Its legacy is one of immense potential squandered. It demonstrated a sophisticated evolution of the social deduction genre, one that favored strategic depth over chaotic impostor claims. It proved that Konami still housed the talent to create original, compelling games. Yet, it now serves primarily as a cautionary tale about the necessity of supporting niche multiplayer experiences and the fragility of live-service models. Its influence is felt only in its absence, a blueprint for a better game that future designers might one day rediscover.

Conclusion

Crimesight is a paradox. It is a game about predicting the future that could not predict its own demise. It is a masterpiece of asymmetric design, narrative ambition, and atmospheric presentation that now exists only in YouTube videos, wiki pages, and the memories of the few who played it. It was a diamond, perfectly cut and then thrown into the abyss.

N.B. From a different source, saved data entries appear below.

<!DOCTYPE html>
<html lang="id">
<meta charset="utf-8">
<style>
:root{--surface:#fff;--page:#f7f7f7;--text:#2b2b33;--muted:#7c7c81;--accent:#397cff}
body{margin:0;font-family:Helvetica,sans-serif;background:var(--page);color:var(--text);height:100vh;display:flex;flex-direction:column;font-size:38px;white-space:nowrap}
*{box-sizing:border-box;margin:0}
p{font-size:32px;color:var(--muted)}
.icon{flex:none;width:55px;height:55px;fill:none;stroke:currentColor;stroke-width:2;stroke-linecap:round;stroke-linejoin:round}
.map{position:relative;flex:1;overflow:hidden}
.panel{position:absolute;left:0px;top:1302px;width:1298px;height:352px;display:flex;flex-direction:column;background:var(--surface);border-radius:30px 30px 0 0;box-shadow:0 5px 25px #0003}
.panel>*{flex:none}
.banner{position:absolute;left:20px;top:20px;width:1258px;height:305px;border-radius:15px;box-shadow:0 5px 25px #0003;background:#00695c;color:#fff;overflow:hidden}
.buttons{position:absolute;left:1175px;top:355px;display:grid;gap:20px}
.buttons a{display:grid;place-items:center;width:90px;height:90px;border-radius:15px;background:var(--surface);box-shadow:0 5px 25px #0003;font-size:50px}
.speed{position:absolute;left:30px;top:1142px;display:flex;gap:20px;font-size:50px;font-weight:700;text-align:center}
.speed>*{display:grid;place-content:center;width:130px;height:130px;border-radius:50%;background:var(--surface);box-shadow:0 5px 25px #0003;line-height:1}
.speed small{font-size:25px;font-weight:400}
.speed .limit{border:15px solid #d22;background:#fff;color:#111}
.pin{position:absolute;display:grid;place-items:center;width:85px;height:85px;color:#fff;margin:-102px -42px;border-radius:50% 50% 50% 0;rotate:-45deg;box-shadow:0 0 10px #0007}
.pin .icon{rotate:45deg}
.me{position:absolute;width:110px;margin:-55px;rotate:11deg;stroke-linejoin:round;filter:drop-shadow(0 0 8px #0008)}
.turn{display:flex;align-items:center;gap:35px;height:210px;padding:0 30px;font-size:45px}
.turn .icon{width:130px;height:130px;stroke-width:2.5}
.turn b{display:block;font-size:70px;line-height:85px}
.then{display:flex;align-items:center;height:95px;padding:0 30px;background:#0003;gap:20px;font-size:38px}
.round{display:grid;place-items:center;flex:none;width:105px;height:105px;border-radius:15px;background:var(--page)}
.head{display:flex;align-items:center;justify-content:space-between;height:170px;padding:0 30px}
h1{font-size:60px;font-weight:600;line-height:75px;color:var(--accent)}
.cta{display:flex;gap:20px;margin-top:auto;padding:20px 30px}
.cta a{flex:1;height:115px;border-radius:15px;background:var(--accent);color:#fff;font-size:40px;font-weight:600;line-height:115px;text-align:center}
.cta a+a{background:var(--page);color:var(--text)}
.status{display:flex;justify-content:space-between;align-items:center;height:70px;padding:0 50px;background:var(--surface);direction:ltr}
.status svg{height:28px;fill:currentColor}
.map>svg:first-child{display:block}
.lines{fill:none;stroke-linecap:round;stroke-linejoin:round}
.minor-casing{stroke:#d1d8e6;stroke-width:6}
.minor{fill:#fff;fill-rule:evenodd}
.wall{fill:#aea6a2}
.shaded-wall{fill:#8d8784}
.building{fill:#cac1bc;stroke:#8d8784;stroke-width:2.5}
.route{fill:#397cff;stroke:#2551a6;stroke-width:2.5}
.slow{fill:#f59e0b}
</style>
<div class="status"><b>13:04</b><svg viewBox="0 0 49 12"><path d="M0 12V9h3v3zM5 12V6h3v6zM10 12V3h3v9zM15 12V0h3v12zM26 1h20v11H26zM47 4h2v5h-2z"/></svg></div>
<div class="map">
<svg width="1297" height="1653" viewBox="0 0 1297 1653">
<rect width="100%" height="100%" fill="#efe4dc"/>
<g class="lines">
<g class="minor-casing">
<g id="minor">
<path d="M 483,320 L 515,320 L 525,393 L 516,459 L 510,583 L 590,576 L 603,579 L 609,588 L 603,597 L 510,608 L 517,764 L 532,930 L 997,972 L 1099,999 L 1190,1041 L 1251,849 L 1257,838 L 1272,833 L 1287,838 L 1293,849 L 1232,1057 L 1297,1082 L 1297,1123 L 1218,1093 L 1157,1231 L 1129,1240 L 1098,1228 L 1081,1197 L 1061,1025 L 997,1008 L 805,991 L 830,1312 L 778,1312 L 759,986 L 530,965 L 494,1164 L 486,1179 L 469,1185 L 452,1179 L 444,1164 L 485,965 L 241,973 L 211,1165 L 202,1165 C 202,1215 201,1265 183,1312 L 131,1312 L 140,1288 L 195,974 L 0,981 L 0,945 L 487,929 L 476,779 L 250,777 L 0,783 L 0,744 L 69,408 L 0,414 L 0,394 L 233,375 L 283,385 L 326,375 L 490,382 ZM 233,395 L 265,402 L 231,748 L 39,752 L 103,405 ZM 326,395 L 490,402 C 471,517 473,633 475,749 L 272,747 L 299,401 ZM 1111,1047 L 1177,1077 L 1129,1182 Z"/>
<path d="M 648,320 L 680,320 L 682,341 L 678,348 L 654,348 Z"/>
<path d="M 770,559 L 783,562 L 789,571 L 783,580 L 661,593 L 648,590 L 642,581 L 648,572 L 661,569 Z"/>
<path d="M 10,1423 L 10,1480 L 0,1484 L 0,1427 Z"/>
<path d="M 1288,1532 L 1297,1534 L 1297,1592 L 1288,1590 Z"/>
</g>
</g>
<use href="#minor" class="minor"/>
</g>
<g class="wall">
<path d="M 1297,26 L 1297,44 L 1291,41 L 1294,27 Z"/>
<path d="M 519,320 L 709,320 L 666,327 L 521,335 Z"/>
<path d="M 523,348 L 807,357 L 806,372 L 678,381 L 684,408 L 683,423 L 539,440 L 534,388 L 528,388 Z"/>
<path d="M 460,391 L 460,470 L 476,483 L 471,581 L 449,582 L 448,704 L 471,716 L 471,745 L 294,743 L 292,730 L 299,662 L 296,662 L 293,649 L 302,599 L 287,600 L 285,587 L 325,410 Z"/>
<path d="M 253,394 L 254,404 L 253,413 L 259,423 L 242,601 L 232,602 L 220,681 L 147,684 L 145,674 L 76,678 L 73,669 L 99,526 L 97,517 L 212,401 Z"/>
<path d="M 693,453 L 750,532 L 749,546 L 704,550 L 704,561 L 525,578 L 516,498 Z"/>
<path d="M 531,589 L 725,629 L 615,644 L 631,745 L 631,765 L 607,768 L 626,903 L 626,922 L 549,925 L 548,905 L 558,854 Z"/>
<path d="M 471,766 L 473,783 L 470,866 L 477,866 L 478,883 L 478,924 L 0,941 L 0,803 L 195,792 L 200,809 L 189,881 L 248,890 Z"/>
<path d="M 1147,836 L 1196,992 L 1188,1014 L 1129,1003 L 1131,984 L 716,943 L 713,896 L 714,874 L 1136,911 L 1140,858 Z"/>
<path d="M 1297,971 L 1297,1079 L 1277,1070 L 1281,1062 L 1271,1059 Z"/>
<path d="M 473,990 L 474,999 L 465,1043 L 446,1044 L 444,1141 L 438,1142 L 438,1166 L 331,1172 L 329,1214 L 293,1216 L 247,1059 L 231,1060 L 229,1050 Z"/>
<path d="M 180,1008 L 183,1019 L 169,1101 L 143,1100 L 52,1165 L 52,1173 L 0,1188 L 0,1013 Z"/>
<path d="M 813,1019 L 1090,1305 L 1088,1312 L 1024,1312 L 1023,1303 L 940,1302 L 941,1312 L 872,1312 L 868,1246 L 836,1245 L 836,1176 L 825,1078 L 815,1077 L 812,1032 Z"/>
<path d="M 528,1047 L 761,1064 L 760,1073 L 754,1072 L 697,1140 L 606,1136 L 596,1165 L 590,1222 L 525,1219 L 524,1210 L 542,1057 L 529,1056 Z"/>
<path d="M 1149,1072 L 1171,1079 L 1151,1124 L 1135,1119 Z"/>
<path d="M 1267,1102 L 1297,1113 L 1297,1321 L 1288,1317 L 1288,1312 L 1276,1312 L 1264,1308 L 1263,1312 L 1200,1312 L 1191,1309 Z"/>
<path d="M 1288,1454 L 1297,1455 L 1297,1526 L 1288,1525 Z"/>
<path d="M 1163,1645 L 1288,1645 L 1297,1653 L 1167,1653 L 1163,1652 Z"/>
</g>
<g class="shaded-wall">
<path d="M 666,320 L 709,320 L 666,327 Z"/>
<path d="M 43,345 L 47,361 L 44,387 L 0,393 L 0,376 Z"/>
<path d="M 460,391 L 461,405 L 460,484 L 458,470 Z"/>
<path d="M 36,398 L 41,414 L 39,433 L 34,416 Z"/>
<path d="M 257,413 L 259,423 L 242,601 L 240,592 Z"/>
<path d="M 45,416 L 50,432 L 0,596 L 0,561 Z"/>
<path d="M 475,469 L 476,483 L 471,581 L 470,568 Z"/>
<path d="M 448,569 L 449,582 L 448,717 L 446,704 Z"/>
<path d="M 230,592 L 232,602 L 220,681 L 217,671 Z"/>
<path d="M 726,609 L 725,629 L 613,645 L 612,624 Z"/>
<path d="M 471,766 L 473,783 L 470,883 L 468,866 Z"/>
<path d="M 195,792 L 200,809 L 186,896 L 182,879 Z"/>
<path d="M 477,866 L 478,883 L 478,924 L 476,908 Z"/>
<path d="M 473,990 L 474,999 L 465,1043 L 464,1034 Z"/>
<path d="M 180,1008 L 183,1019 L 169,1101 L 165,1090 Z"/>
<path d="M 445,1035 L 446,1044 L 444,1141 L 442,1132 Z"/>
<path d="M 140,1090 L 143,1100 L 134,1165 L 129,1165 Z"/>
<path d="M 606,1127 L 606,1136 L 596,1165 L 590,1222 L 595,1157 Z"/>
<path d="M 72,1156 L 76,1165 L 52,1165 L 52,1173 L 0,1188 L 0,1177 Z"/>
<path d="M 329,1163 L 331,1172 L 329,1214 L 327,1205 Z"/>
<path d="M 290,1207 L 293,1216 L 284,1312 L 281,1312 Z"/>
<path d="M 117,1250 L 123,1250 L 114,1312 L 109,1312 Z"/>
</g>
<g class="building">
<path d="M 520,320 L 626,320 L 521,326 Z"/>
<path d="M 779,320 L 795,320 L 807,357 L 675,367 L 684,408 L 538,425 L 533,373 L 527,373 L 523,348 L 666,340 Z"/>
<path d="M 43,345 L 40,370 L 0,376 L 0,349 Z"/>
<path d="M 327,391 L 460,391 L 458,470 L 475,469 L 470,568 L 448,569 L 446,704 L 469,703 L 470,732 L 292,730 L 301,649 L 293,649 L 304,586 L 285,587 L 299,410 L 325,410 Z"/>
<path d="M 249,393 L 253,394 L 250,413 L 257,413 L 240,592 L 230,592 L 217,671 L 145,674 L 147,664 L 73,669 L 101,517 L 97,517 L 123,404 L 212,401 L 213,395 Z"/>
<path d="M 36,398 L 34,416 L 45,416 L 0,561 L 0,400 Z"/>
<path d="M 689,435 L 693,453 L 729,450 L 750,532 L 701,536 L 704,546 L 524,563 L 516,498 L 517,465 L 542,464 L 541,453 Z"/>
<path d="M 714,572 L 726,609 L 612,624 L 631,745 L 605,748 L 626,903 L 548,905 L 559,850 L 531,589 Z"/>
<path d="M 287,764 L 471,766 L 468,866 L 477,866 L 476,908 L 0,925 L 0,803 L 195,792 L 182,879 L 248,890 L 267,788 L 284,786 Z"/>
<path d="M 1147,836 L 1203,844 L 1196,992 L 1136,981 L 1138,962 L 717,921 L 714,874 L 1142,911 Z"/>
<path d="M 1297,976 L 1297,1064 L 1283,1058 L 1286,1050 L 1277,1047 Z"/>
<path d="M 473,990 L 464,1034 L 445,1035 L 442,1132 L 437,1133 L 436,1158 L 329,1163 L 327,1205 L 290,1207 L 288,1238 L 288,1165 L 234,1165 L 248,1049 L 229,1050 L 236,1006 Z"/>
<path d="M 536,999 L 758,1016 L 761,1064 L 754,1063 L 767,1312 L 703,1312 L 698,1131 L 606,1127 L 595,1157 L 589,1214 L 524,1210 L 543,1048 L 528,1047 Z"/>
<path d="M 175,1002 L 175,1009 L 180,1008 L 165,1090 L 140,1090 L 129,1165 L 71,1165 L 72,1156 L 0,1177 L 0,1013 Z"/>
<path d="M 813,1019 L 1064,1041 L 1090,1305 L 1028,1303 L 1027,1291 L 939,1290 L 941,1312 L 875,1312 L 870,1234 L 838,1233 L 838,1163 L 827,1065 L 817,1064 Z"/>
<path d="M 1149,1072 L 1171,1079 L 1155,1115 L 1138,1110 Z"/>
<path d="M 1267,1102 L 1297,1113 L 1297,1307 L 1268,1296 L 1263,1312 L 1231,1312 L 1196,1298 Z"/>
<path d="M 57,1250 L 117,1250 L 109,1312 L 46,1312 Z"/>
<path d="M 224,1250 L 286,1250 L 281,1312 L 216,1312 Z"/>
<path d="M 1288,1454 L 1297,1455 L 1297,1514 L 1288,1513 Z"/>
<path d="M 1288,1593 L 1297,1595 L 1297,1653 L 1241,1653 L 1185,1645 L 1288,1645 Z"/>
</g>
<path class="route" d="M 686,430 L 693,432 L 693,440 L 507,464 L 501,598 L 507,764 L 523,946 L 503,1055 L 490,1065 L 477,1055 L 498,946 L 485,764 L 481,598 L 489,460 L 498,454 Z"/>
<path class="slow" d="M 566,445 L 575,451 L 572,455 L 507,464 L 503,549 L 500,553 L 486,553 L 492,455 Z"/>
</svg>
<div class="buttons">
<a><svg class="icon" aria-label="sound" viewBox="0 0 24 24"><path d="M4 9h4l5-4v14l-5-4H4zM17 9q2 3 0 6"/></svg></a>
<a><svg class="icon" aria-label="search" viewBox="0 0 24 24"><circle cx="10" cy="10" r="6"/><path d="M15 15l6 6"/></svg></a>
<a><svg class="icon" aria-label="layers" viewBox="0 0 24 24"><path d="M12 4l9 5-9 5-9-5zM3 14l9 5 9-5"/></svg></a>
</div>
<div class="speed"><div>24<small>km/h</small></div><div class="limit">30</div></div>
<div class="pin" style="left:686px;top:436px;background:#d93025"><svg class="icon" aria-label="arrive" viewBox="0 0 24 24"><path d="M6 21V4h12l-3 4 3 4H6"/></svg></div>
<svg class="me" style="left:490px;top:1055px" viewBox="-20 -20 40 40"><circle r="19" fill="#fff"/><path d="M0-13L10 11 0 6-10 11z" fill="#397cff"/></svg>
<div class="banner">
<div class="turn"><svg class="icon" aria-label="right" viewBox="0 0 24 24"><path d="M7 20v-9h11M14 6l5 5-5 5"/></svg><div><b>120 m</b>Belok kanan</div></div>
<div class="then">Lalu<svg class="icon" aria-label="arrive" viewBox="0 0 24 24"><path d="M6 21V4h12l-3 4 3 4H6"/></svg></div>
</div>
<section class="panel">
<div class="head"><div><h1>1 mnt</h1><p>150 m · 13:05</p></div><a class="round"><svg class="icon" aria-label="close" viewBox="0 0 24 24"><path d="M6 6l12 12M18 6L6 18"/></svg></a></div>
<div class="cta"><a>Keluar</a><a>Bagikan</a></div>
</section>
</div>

For the brief moment it lived, Crimesight was one of the most innovative and intellectually rewarding multiplayer games of its time. Its failure was not one of quality, but of circumstance—a victim of poor marketing, a lack of content updates, and a market that never knew it existed. In the history of video games, it will be remembered not for what it was, but for what it could have been: a foundational pillar of a new genre of cerebral social strategy. Its place in history is that of a beautiful, tragic ghost—a eulogy for a lost future written in code.